-- WHAT NEEDS TO BE DONE --
From the entries that follow, gather each line holding the word "name".
::::::::::
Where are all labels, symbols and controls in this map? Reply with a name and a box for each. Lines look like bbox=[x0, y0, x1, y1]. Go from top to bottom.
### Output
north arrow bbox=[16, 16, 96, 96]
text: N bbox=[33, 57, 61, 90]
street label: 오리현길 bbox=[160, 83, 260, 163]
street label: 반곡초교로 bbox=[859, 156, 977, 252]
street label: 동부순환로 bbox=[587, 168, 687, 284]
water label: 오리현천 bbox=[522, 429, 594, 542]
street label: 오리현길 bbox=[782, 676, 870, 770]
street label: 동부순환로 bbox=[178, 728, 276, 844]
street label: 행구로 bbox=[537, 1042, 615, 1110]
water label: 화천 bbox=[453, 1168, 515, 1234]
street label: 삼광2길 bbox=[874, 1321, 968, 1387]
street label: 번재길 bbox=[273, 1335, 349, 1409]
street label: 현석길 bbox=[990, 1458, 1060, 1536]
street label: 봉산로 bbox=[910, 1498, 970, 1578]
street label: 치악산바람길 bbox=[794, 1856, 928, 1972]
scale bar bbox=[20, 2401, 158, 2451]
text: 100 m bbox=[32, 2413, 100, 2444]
::::::::::
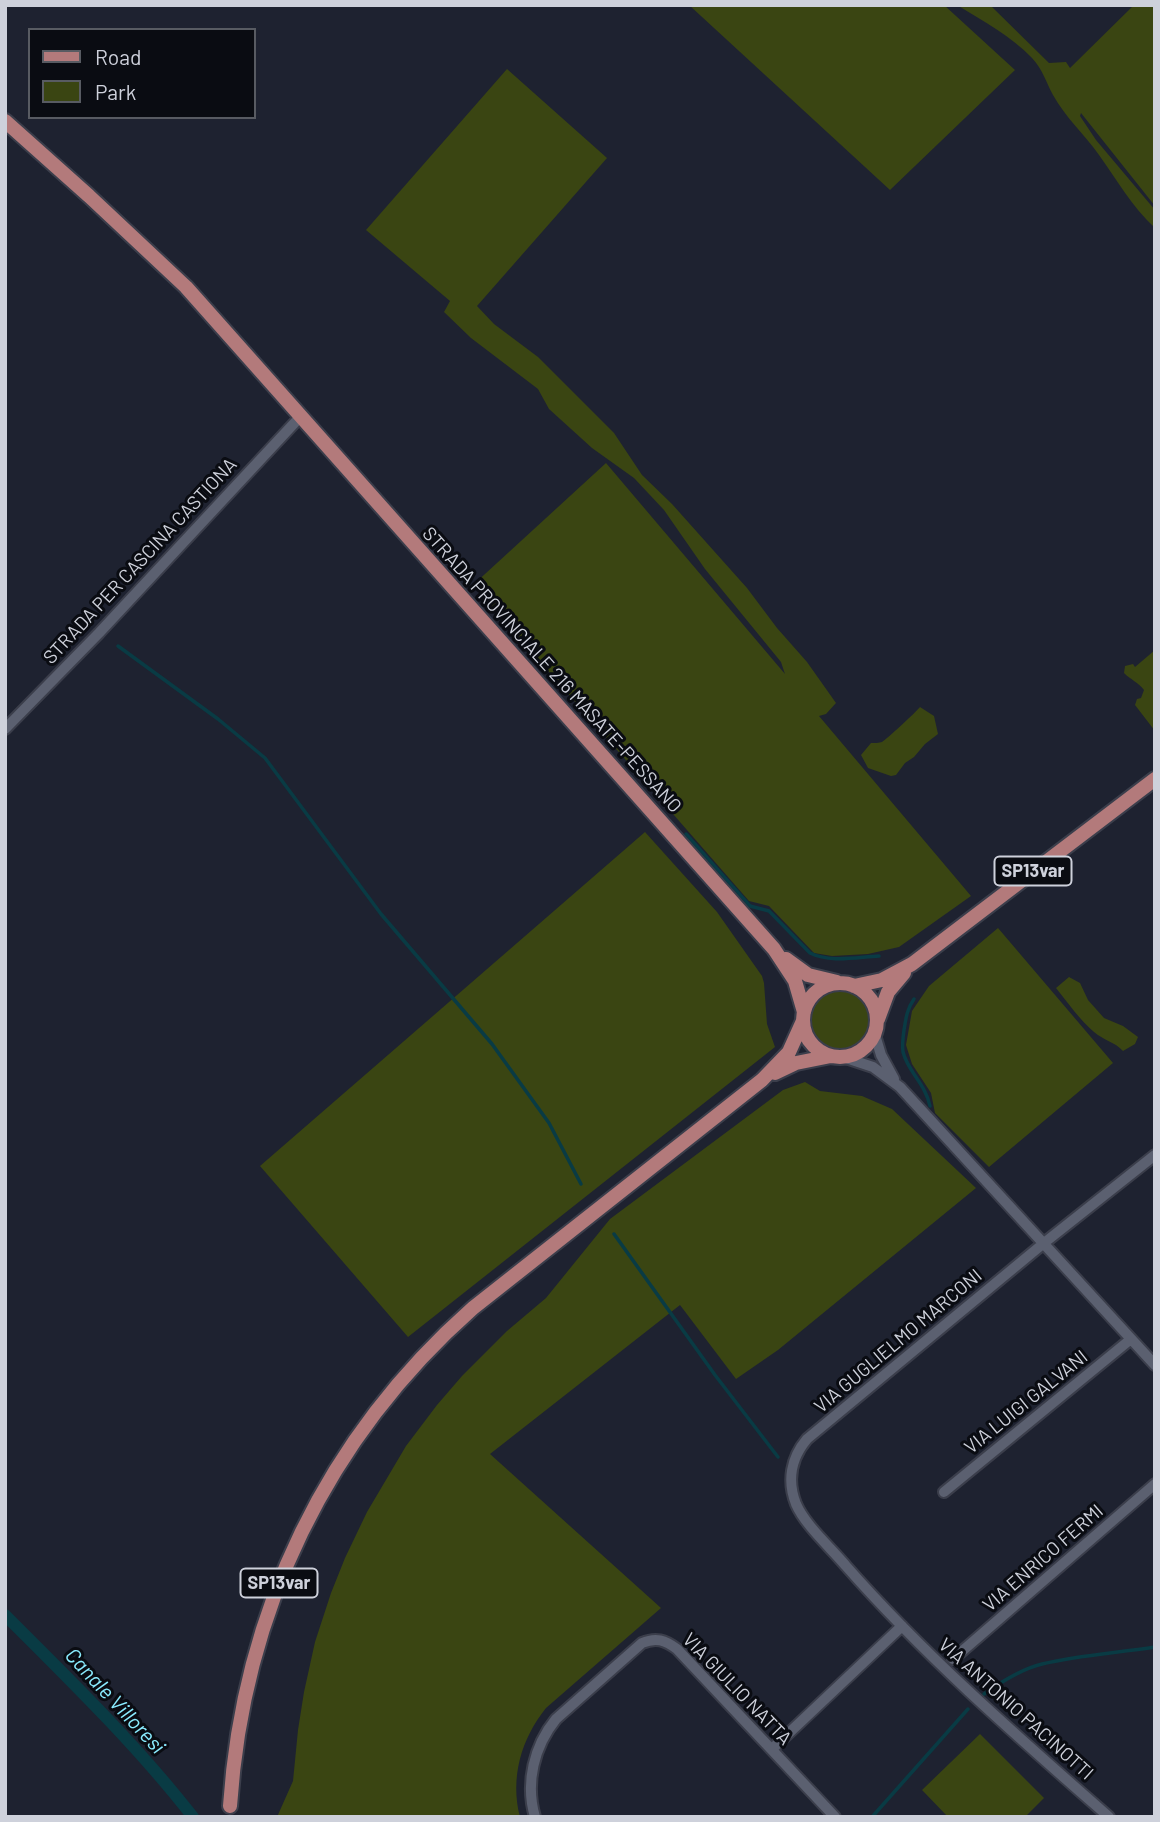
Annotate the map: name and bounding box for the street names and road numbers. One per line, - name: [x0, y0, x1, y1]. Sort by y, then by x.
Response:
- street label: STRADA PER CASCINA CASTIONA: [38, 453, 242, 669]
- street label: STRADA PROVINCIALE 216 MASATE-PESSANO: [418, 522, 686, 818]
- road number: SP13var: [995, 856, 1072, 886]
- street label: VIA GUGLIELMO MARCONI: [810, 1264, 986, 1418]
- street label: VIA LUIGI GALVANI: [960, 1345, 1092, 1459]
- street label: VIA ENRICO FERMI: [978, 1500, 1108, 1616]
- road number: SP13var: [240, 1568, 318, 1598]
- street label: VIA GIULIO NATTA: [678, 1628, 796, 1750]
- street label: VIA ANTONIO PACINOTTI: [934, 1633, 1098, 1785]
::::::::::
-- RESULT FOR THIS TASK --
Where are all labels, symbols and controls in this map? Reply with a name and a box for each. Lines look like bbox=[x0, y0, x1, y1]. Go from top to bottom.
Annotate the map: name and bounding box for the street names and road numbers. One per line, - name: [x0, y0, x1, y1]. Sort by y, then by x.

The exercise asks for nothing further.